James therefore argued against people who saw white workers’ prejudices as either fixed and insurmountable. Once confronted with the accusation that he had his own “blind spot” about working-class racism, James responded, “…while you can accuse me of having a blind spot in regard to the racism of the white working class, I would say you have a much blinder spot in regard to the progressive, revolutionary element of the British working class…that is a much more powerful element”.
Anti-Racism is Class Struggle
James’s analysis is supported by other writers like the African-American Marxist W.E.B. Du Bois. In his book about slavery, the American Civil War and its aftermath, Black Reconstruction, Du Bois referred to the racial “bribe” of white privilege as the “wages of whiteness.” He argued that after the Civil War, southern plantation owners sought to implant racism in the minds of white workers to prevent them from unifying:
The race element was emphasized in order that property-holders could get the support of the majority of white laborers and make it more possible to exploit Negro labor. But the race philosophy came as a new and terrible thing to make labor unity or labor class-consciousness impossible. So long as the Southern white laborers could be induced to prefer poverty to equality with the Negro, just so long was a labor movement in the South made impossible. (Du Bois, Black Reconstruction, p. 680)
Like James, Du Bois understood that white workers were subject to bourgeois influences which could hurt their chances at class unity. For Du Bois, white worker failure to see through bourgeois racism prevented the formation of a multiracial working-class fighting force in the South after slavery and emancipation. He lamented that white workers could be vulnerable to racist ideas that would actually undermine their own class interests.

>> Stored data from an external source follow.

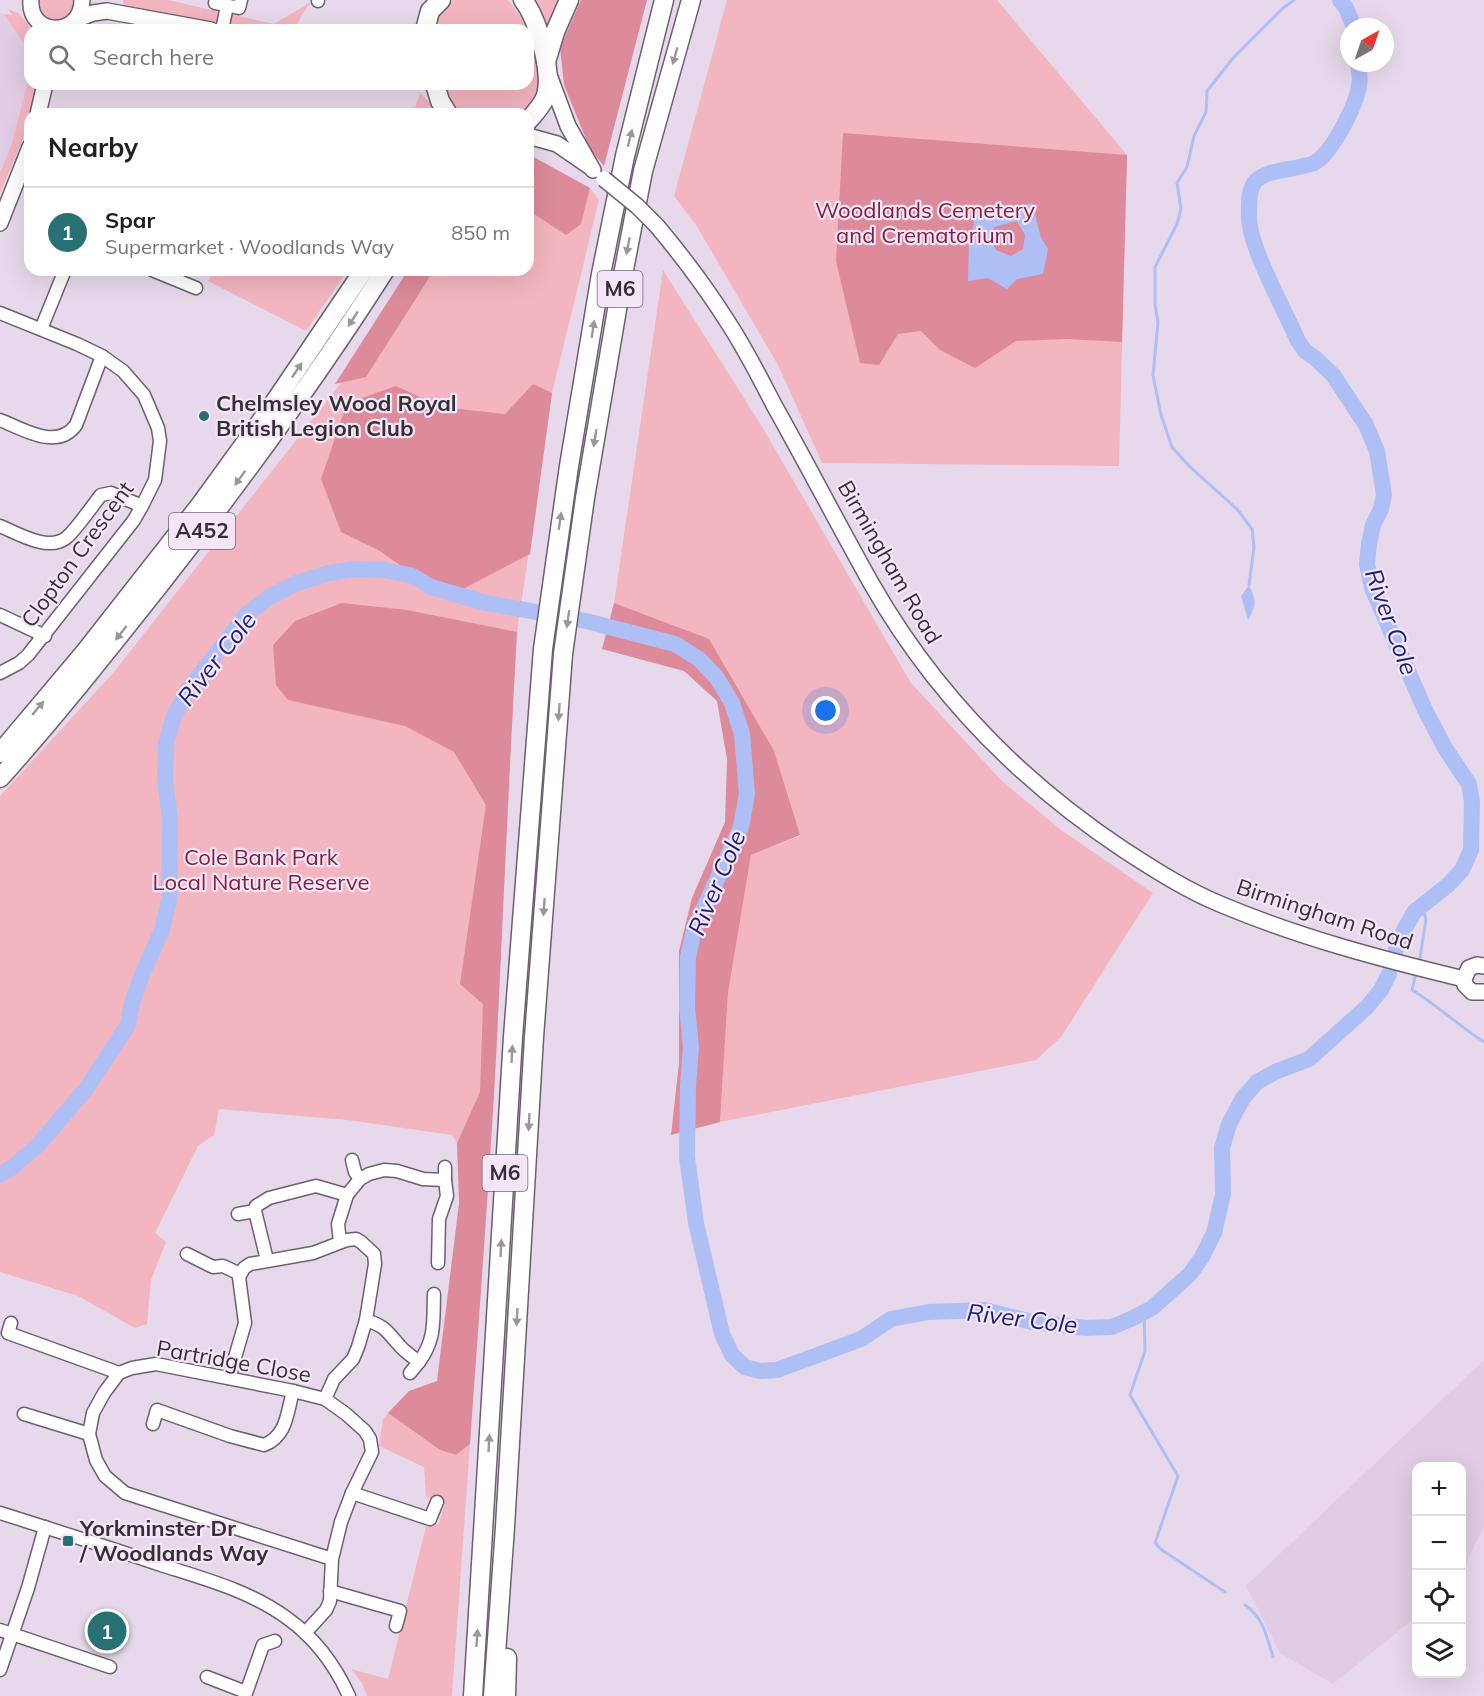 <!DOCTYPE html>
<meta charset="utf-8">
<style>
body{margin:0;font-family:Mulish,sans-serif;background:#f6f6f6;color:#202124}
.controls{position:absolute;right:18px;bottom:18px;display:grid;overflow:hidden;border-radius:12px;box-shadow:0 6px 24px #0002}
.controls button{width:54px;height:54px;display:grid;place-items:center;padding:0;border:0;border-bottom:2px solid #e0e0e0;background:#fff;color:#202124;font:30px sans-serif}
.compass{position:absolute;left:1340px;top:18px;width:54px;height:54px;border-radius:50%;background:#fff;box-shadow:0 6px 24px #0002;rotate:40deg}
.you{position:absolute;left:826px;top:711px;width:21px;height:21px;margin:-15px;border:4px solid #fff;border-radius:50%;background:#1a73e8;box-shadow:0 0 0 9px #1a73e833}
.badge{display:grid;place-items:center;width:39px;height:39px;border-radius:50%;background:#277175;color:#fff;font-size:20px;font-weight:700}
.pin{position:absolute;translate:-50% -50%;border:3px solid #fff;box-shadow:0 2px 6px #0006}
.list{margin:0;padding:0;list-style:none}
h2{display:flex;justify-content:space-between;align-items:center;height:78px;margin:0;padding:0 24px;font-size:26px}
h2 small{font-size:20px;font-weight:400;color:#757577}
.list li{display:grid;grid-template-columns:39px 1fr auto;gap:18px;align-items:center;box-sizing:border-box;height:90px;padding:0 24px;border-top:2px solid #e0e0e0}
.list b{display:block;font-size:22px;white-space:nowrap}
.list p{margin:0;font-size:20px;white-space:nowrap;color:#757577}
.list em{font-size:20px;font-style:normal;color:#757577}
.icon{flex:none;width:33px;height:33px;fill:none;stroke:currentColor;stroke-width:2;stroke-linecap:round;stroke-linejoin:round}
.map{position:relative;flex:none;width:1484px;height:1696px;overflow:hidden}
.search{position:absolute;background:#fff;box-shadow:0 6px 24px #0002;left:24px;top:24px;width:510px;height:66px;display:flex;align-items:center;gap:15px;box-sizing:border-box;padding:0 21px;border-radius:18px;color:#757577;font-size:22px}
.panel{position:absolute;background:#fff;box-shadow:0 6px 24px #0002;left:24px;top:108px;width:510px;height:168px;border-radius:18px}
.map>svg:first-child{display:block}
.built{fill:#e0cce4}
.green{fill:#f3b5c0}
.forest{fill:#dd8b9b}
.water{fill:#aebff6;fill-rule:evenodd}
.lines{fill:none;stroke-linecap:round;stroke-linejoin:round}
.stream{stroke:#aebff6;stroke-width:3}
.river{stroke:#aebff6;stroke-width:16}
.minor-casing{stroke:#6c606f;stroke-width:15}
.major-casing{stroke:#6c606f;stroke-width:18}
.highway-casing{stroke:#6c606f;stroke-width:21}
.minor{stroke:#fff;stroke-width:12}
.major{stroke:#fff;stroke-width:15}
.highway{stroke:#fff;stroke-width:18}
.major-bridge-casing{stroke:#6c606f;stroke-width:18;stroke-linecap:butt}
.major-bridge{stroke:#fff;stroke-width:15}
.oneway{fill:#9a979a}
.poi-dot{fill:#277175;stroke:#f4e6f8;stroke-width:2}
.labels{text-anchor:middle;stroke-width:4.5;stroke-linejoin:round;paint-order:stroke}
.shield{fill:#f4e6f8;stroke:#6e6670;stroke-width:1.5}
.shield-label{font-size:21px;font-weight:bold;fill:#352f36}
.park-label{font-size:22px;fill:#80213d;stroke:#f4e6f8}
.poi-label{font-size:22px;font-weight:bold;fill:#352f36;stroke:#f4e6f8;text-anchor:start}
.street-label{font-size:22px;fill:#352f36;stroke:#f4e6f8}
.water-label{font-size:24px;font-style:italic;fill:#19206d;stroke:#f4e6f8}
</style>
<div class="map">
<svg width="1484" height="1696" viewBox="0 0 1484 1696">
<rect width="100%" height="100%" fill="#e7d9eb"/>
<g class="built">
<polygon points="0,13 4,14 30,53 30,73 12,143 0,173"/>
<polygon points="1484,1360 1484,1526 1462,1572 1462,1466 1416,1466 1416,1617 1333,1684 1280,1653 1246,1586"/>
</g>
<g class="green">
<polygon points="35,0 75,0 74,10 64,20 50,22 39,14"/>
<polygon points="123,0 168,0 274,24 311,2 301,16 295,30 268,30 123,8"/>
<polygon points="453,0 508,0 525,22 527,30 432,30 441,10"/>
<polygon points="532,0 563,0 547,37"/>
<polygon points="727,0 997,0 1127,155 1119,466 822,463 778,365 696,225 674,196"/>
<polygon points="8,9 18,13 33,30 30,30 30,53 4,14 12,15"/>
<path d="M 528,33 C 536,61 548,92 523,114 L 455,114 L 440,84 L 528,84 Z"/>
<polygon points="30,73 30,84 37,84 23,139 0,193 0,173 12,143"/>
<polygon points="420,93 431,104 431,114 413,114"/>
<polygon points="528,154 590,188 599,200 552,393 517,632 506,823 496,1058 457,1143 452,1135 348,1120 219,1109 214,1135 198,1146 155,1233 166,1242 151,1280 147,1324 135,1328 78,1296 0,1272 0,796 114,672 341,383 410,270 528,270"/>
<polygon points="214,270 348,270 306,331 208,281"/>
<polygon points="663,270 761,425 911,683 1002,781 1061,830 1153,893 1061,1037 1036,1060 720,1122 728,993 751,855 800,836 709,640 614,603"/>
<polygon points="388,1413 440,1450 456,1455 470,1444 452,1696 367,1696 362,1683 351,1669 388,1679 426,1526 439,1523 445,1503 426,1497 424,1467 379,1446 383,1419"/>
</g>
<g class="forest">
<polygon points="581,0 647,0 604,166 590,149 564,85 560,48"/>
<polygon points="843,133 1127,155 1122,342 1067,339 1016,341 975,368 940,350 921,331 898,334 879,365 860,363 836,261"/>
<polygon points="528,154 590,188 581,224 566,235 528,210"/>
<polygon points="408,270 434,270 366,377 335,384"/>
<polygon points="533,384 552,393 530,554 453,594 431,587 380,551 341,532 321,479 347,403 396,386 442,407 505,414"/>
<path d="M 342,603 L 407,610 L 517,632 C 509,774 503,917 496,1059 C 489,1187 479,1316 470,1444 L 456,1455 L 440,1450 L 388,1413 L 409,1391 L 437,1381 L 459,1203 L 457,1143 L 480,1092 L 483,1004 L 460,984 L 486,805 L 454,752 L 405,726 L 288,700 L 276,685 L 273,645 L 295,621 Z"/>
<polygon points="614,603 709,639 774,751 800,835 751,855 728,993 720,1122 671,1135 679,1063 679,951 692,898 725,822 727,759 717,701 684,671 602,649"/>
</g>
<g class="water">
<path d="M 1032,203 L 1041,238 L 1048,249 L 1043,274 L 1017,279 L 1007,289 L 988,278 L 968,281 L 969,242 L 973,230 L 975,214 L 993,205 L 1015,208 ZM 1017,221 L 1025,235 L 1023,249 L 1011,256 L 996,250 L 991,239 L 994,227 Z"/>
<path d="M 1249,585 C 1256,600 1257,605 1248,620 L 1241,596 Z"/>
</g>
<g class="lines">
<g class="stream">
<polyline points="1249,585 1254,547 1252,529 1237,509 1189,466 1172,447 1161,415 1153,375 1158,322 1155,304 1155,267 1177,224 1181,209 1177,183 1187,167 1194,136 1206,112 1207,91 1233,58 1283,8 1294,0"/>
<polyline points="1419,964 1426,919 1422,906"/>
<path d="M 1416,973 L 1412,990 C 1437,1005 1459,1026 1484,1042"/>
<polyline points="1144,1312 1145,1351 1130,1395 1178,1476 1155,1543 1162,1550 1225,1592"/>
<path d="M 1245,1605 C 1263,1617 1267,1637 1273,1657"/>
</g>
<g class="river">
<polyline points="1340,0 1346,8 1354,27"/>
<path d="M 1358,63 C 1359,70 1361,79 1359,86 C 1356,105 1332,154 1314,163 C 1298,170 1263,169 1254,183 C 1248,192 1249,208 1249,218 C 1250,249 1285,310 1298,341 L 1305,351 L 1315,358 L 1333,375 L 1366,425 L 1377,451 L 1384,495 L 1381,509 L 1373,525 L 1369,544 L 1367,564 L 1372,588 L 1425,710 L 1445,748 L 1469,784 L 1472,802 L 1471,850 L 1462,870 L 1448,885 L 1414,912 L 1403,932 L 1396,949"/>
<polyline points="0,1175 13,1167 38,1145 86,1089 128,1025 132,1003 141,977 162,930 169,900 170,819 165,780 166,743 174,716 189,689 245,616 269,597 297,583 329,573 355,569 385,570 413,576 431,587 486,603 586,621 675,644 699,659 717,678 732,703 742,734 747,794 741,827 694,930 688,957 687,1007 691,1047 688,1085 687,1157 696,1223 722,1334 732,1355 745,1367 760,1371 777,1370 861,1339 891,1319 929,1312 985,1310 1032,1322 1086,1328 1112,1327 1133,1318 1152,1308 1190,1274 1202,1257 1214,1233 1223,1194 1222,1148 1229,1124 1243,1098 1257,1082 1275,1072 1309,1059 1367,1007 1381,990 1389,974"/>
</g>
<g class="minor-casing">
<g id="minor">
<polyline points="318,1 318,0"/>
<polyline points="215,3 239,8 241,0"/>
<polyline points="222,30 227,6"/>
<polyline points="152,270 196,288"/>
<polyline points="0,313 77,344 102,356 123,371 144,395 158,428 160,441 155,480 142,506 134,520 28,655 19,663 0,673"/>
<polyline points="41,329 65,270"/>
<path d="M 0,420 C 23,429 57,451 76,425 L 102,356"/>
<path d="M 0,526 C 17,533 48,552 66,538 C 75,531 93,505 101,495 L 111,493 L 142,506"/>
<polyline points="0,615 45,636"/>
<polyline points="352,1160 355,1172 360,1179"/>
<polyline points="445,1180 445,1167"/>
<polyline points="238,1214 255,1211"/>
<polyline points="340,1242 338,1224 347,1195 360,1179 369,1174 384,1170 397,1171 423,1179 445,1180 447,1196 439,1219 438,1263"/>
<polyline points="187,1254 213,1267 223,1266 240,1274"/>
<polyline points="267,1260 255,1211 256,1206 269,1198 316,1186 347,1195"/>
<path d="M 366,1320 C 387,1327 386,1331 400,1346 C 405,1352 413,1357 419,1362 C 436,1339 433,1321 434,1294"/>
<polyline points="11,1323 8,1333 119,1373"/>
<polyline points="410,1373 419,1362"/>
<polyline points="229,1378 245,1323 239,1277 244,1268 250,1264 313,1253 347,1240 356,1239 361,1242 374,1254 375,1264 366,1320 358,1347 353,1359 334,1379 325,1399"/>
<polyline points="24,1414 89,1434"/>
<path d="M 153,1424 L 157,1410 L 230,1436 L 264,1445 C 287,1436 287,1413 293,1391"/>
<polyline points="352,1493 430,1519 437,1502"/>
<path d="M 0,1513 C 54,1530 108,1547 161,1565 C 205,1579 250,1591 287,1618 C 315,1638 335,1665 349,1696"/>
<polyline points="330,1591 400,1611 396,1626"/>
<polyline points="0,1630 110,1667"/>
<polyline points="305,1633 326,1610 330,1601 332,1559 341,1522 352,1493 372,1452 370,1439 365,1431 346,1414 325,1399 293,1391 156,1364 132,1368 119,1373 104,1393 93,1413 89,1434 96,1460 105,1476 125,1493 332,1559"/>
<polyline points="0,1670 28,1588 45,1527"/>
<polyline points="207,1677 246,1692"/>
<polyline points="245,1696 263,1645 275,1641"/>
</g>
</g>
<g class="major-casing">
<g id="major">
<path d="M 31,0 C 28,37 82,38 82,0"/>
<polyline points="75,20 93,13 107,11 211,30"/>
<polyline points="549,75 568,126 593,170"/>
<polyline points="38,114 45,84"/>
<polyline points="528,136 557,144 589,166"/>
<polyline points="0,223 30,147"/>
<path d="M 657,226 C 683,257 707,289 729,324 C 746,350 760,378 774,405 C 807,464 838,524 871,583 C 933,692 1020,781 1124,850 C 1155,870 1186,890 1220,904 C 1298,937 1381,959 1464,979"/>
<polyline points="1484,966 1477,965 1469,968 1464,979 1465,985 1472,992 1484,992"/>
</g>
</g>
<g class="highway-casing">
<g id="highway">
<path d="M 523,0 C 538,19 554,75 545,98 C 541,107 534,114 528,121"/>
<polyline points="425,30 430,11 441,0"/>
<polyline points="546,62 555,32 569,0"/>
<polyline points="435,84 440,101 448,114"/>
<polyline points="0,753 85,652 201,504 272,406 364,270"/>
<path d="M 0,778 C 55,717 106,652 157,588 C 237,486 315,380 385,270"/>
<polyline points="473,1696 513,1037 543,649 569,466 601,274 625,156 664,0"/>
<polyline points="493,1696 505,1527 534,1037 563,654 585,498 622,280 643,171 691,0"/>
<polyline points="506,1696 507,1658"/>
</g>
</g>
<use href="#minor" class="minor"/>
<use href="#major" class="major"/>
<use href="#highway" class="highway"/>
<g class="major-bridge-casing">
<polyline id="major-bridge" points="604,179 637,206 657,226"/>
</g>
<use href="#major-bridge" class="major-bridge"/>
</g>
<defs><path id="oneway-solid" d="M-6-.8H1V-3.2L6.5 0L1 3.2V.8H-6Z" transform="scale(1.5)"/></defs>
<g class="oneway">
<use href="#oneway-solid" transform="translate(675 56) rotate(106)"/>
<use href="#oneway-solid" transform="translate(630 138) rotate(-76)"/>
<use href="#oneway-solid" transform="translate(628 246) rotate(101)"/>
<use href="#oneway-solid" transform="translate(353 319) rotate(123)"/>
<use href="#oneway-solid" transform="translate(593 329) rotate(-81)"/>
<use href="#oneway-solid" transform="translate(297 370) rotate(-56)"/>
<use href="#oneway-solid" transform="translate(595 438) rotate(99)"/>
<use href="#oneway-solid" transform="translate(240 478) rotate(126)"/>
<use href="#oneway-solid" transform="translate(560 521) rotate(-82)"/>
<use href="#oneway-solid" transform="translate(568 619) rotate(98)"/>
<use href="#oneway-solid" transform="translate(121 633) rotate(128)"/>
<use href="#oneway-solid" transform="translate(38 708) rotate(-50)"/>
<use href="#oneway-solid" transform="translate(559 712) rotate(94)"/>
<use href="#oneway-solid" transform="translate(544 907) rotate(94)"/>
<use href="#oneway-solid" transform="translate(512 1054) rotate(-87)"/>
<use href="#oneway-solid" transform="translate(529 1122) rotate(93)"/>
<use href="#oneway-solid" transform="translate(501 1248) rotate(-87)"/>
<use href="#oneway-solid" transform="translate(517 1317) rotate(93)"/>
<use href="#oneway-solid" transform="translate(489 1443) rotate(-87)"/>
<use href="#oneway-solid" transform="translate(477 1638) rotate(-86)"/>
</g>
<g class="poi-dot">
<circle cx="204" cy="416" r="6"/>
<rect x="62" y="1535" width="12" height="12" rx="3"/>
</g>
<g class="labels">
<g class="shield">
<rect x="597.5" y="271" width="45" height="36" rx="4.5"/>
<rect x="169" y="513" width="66" height="36" rx="4.5"/>
<rect x="482.5" y="1155" width="45" height="36" rx="4.5"/>
</g>
<g class="shield-label">
<text x="620" y="296">M6</text>
<text x="202" y="538">A452</text>
<text x="505" y="1180">M6</text>
</g>
<g class="park-label">
<text x="925" y="218">Woodlands Cemetery<tspan x="925" dy="25">and Crematorium</tspan></text>
<text x="261" y="865">Cole Bank Park<tspan x="261" dy="25">Local Nature Reserve</tspan></text>
</g>
<g class="poi-label">
<text x="216" y="411">Chelmsley Wood Royal<tspan x="216" dy="25">British Legion Club</tspan></text>
<text x="80" y="1536">Yorkminster Dr<tspan x="80" dy="25">/ Woodlands Way</tspan></text>
</g>
<g class="street-label">
<text transform="translate(77 554) rotate(-54)" y="8">Clopton Crescent</text>
<text transform="translate(890 562) rotate(60)" y="8">Birmingham Road</text>
<text transform="translate(1325 914) rotate(18)" y="8">Birmingham Road</text>
<text transform="translate(234 1361) rotate(10)" y="8">Partridge Close</text>
</g>
<g class="water-label">
<text transform="translate(1391 622) rotate(70)" y="8">River Cole</text>
<text transform="translate(217 659) rotate(-52)" y="8">River Cole</text>
<text transform="translate(717 883) rotate(-67)" y="8">River Cole</text>
<text transform="translate(1022 1319) rotate(7)" y="8">River Cole</text>
</g>
</g>
</svg>
<div class="controls">
<button>+</button>
<button>−</button>
<button><svg class="icon" aria-label="locate" viewBox="0 0 24 24"><circle cx="12" cy="12" r="6"/><path d="M12 2v4M12 18v4M2 12h4M18 12h4"/></svg></button>
<button><svg class="icon" aria-label="layers" viewBox="0 0 24 24"><path d="M12 4l9 5-9 5-9-5zM3 14l9 5 9-5"/></svg></button>
</div>
<svg class="compass" viewBox="-18 -18 36 36"><path d="M0-13l5 13h-10z" fill="#e53935"/><path d="M0 13l5-13h-10z" fill="#757577"/></svg>
<div class="you"></div>
<div class="pin badge" style="left:107px;top:1631px">1</div>
<div class="search"><svg class="icon" aria-label="search" viewBox="0 0 24 24"><circle cx="10" cy="10" r="6"/><path d="M15 15l6 6"/></svg>Search here</div>
<section class="panel">
<h2>Nearby<small></small></h2>
<ul class="list">
<li><span class="badge">1</span><div><b>Spar</b><p>Supermarket · Woodlands Way</p></div><em>850 m</em></li>
</ul>
</section>
</div>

The Italian Marxist Antonio Gramsci described the contradiction Du Bois was analyzing this way:
The active man-in-the-mass has a practical activity but has no clear theoretical consciousness of his practical activity which nonetheless involves understanding the world in so far as it transforms it. His theoretical consciousness can…be historically in opposition to his activity.
One might almost say that he has two theoretical consciousnesses (or one contradictory consciousness): one which is implicit in his activity and which in reality unites him with all fellow workers in the practical transformation of the real world; and one superficially explicit or verbal, which he has inherited from the past and uncritically absorbed. The person is strangely composite: it contains Stone Age elements and principles of a more advanced science, prejudices all past phases of history at the local level and intuitions of a future philosophy which will be that of a human race united the world over. (Antonio Gramsci, Further Selections from the Prison Notebooks (London, 1995), p. 641).
We can see Gramsci’s ideas at work in the ongoing Black Lives Matter movement. Polls shows that people’s attitude towards the police have been changed significantly by the protests. Confidence in the police, typically very high, is now at an historic low, especially among white people.
This development confirms James’ analysis. Independent Black struggle can make a significant contribution to the ideas of the wider society and the character of the fight against capitalism. White workers’ can through interracial struggle recognize the racist nature of bourgeois society, and work against it.
As Marxists, as Socialists, our task is to continue to fight for working-class self-emancipation by recognizing the working-class itself as the greatest agent and engine of change.
Putting the fight against racism at the center of that fight is critical to our success.